▶ _Your goal_: Without including any pictures, reproduce all the lines below word for word.

▶ _Saved entries_:
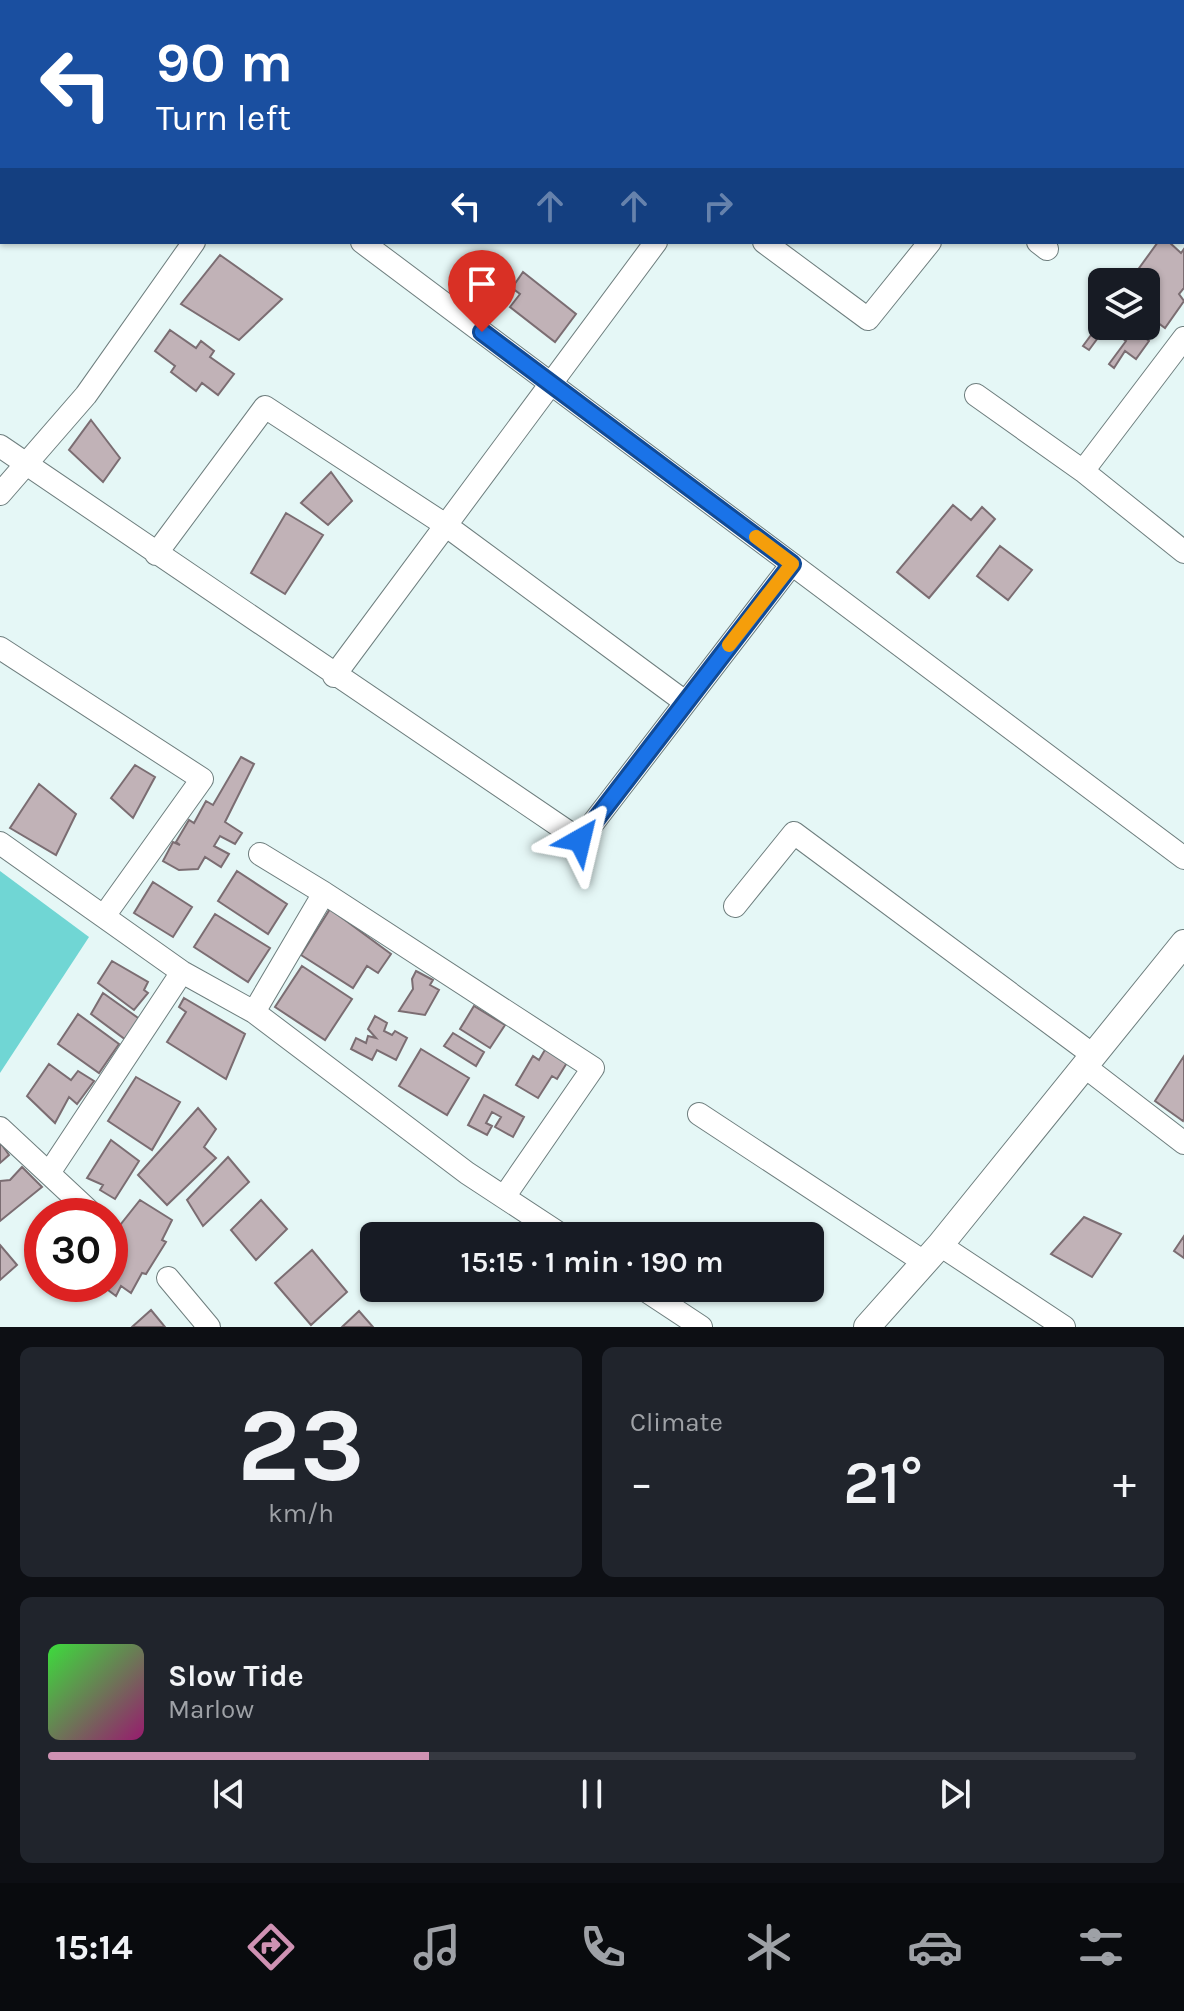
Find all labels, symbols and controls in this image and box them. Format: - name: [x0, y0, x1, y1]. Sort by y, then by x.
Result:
- text: 90 m: [156, 30, 293, 95]
- icon: left: [24, 32, 128, 136]
- text: Turn left: [156, 97, 291, 139]
- icon: left: [444, 184, 488, 228]
- icon: ahead: [528, 184, 572, 228]
- icon: ahead: [612, 184, 656, 228]
- icon: right: [696, 184, 740, 228]
- pin: [448, 250, 516, 332]
- icon: arrive: [460, 262, 504, 306]
- map controls: [1088, 268, 1160, 340]
- button: layers: [1088, 268, 1160, 340]
- position arrow: [538, 798, 622, 882]
- speed limit sign: 30: [24, 1198, 128, 1302]
- text: 15:15 · 1 min · 190 m: [461, 1244, 723, 1280]
- text: 23: [237, 1385, 365, 1506]
- text: Climate: [630, 1407, 723, 1438]
- text: 21°: [843, 1448, 923, 1518]
- text: −: [630, 1458, 653, 1509]
- text: +: [1113, 1458, 1136, 1509]
- text: km/h: [268, 1498, 334, 1529]
- text: Slow Tide: [168, 1658, 304, 1694]
- text: Marlow: [168, 1694, 254, 1725]
- icon: previous: [207, 1772, 251, 1816]
- icon: pause: [570, 1772, 614, 1816]
- icon: next: [933, 1772, 977, 1816]
- icon: directions: [243, 1919, 299, 1975]
- icon: music: [409, 1919, 465, 1975]
- icon: phone: [575, 1919, 631, 1975]
- icon: climate: [741, 1919, 797, 1975]
- icon: car: [907, 1919, 963, 1975]
- icon: filters: [1073, 1919, 1129, 1975]
- text: 15:14: [55, 1926, 133, 1968]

▶ _Response_:
Find all labels, symbols and controls in this image and box them. Format: - name: [x0, y0, x1, y1]. Sort by y, then by x.
Result:
- text: 90 m: [156, 30, 293, 95]
- icon: left: [24, 32, 128, 136]
- text: Turn left: [156, 97, 291, 139]
- icon: left: [444, 184, 488, 228]
- icon: ahead: [528, 184, 572, 228]
- icon: ahead: [612, 184, 656, 228]
- icon: right: [696, 184, 740, 228]
- pin: [448, 250, 516, 332]
- icon: arrive: [460, 262, 504, 306]
- map controls: [1088, 268, 1160, 340]
- button: layers: [1088, 268, 1160, 340]
- position arrow: [538, 798, 622, 882]
- speed limit sign: 30: [24, 1198, 128, 1302]
- text: 15:15 · 1 min · 190 m: [461, 1244, 723, 1280]
- text: 23: [237, 1385, 365, 1506]
- text: Climate: [630, 1407, 723, 1438]
- text: 21°: [843, 1448, 923, 1518]
- text: −: [630, 1458, 653, 1509]
- text: +: [1113, 1458, 1136, 1509]
- text: km/h: [268, 1498, 334, 1529]
- text: Slow Tide: [168, 1658, 304, 1694]
- text: Marlow: [168, 1694, 254, 1725]
- icon: previous: [207, 1772, 251, 1816]
- icon: pause: [570, 1772, 614, 1816]
- icon: next: [933, 1772, 977, 1816]
- icon: directions: [243, 1919, 299, 1975]
- icon: music: [409, 1919, 465, 1975]
- icon: phone: [575, 1919, 631, 1975]
- icon: climate: [741, 1919, 797, 1975]
- icon: car: [907, 1919, 963, 1975]
- icon: filters: [1073, 1919, 1129, 1975]
- text: 15:14: [55, 1926, 133, 1968]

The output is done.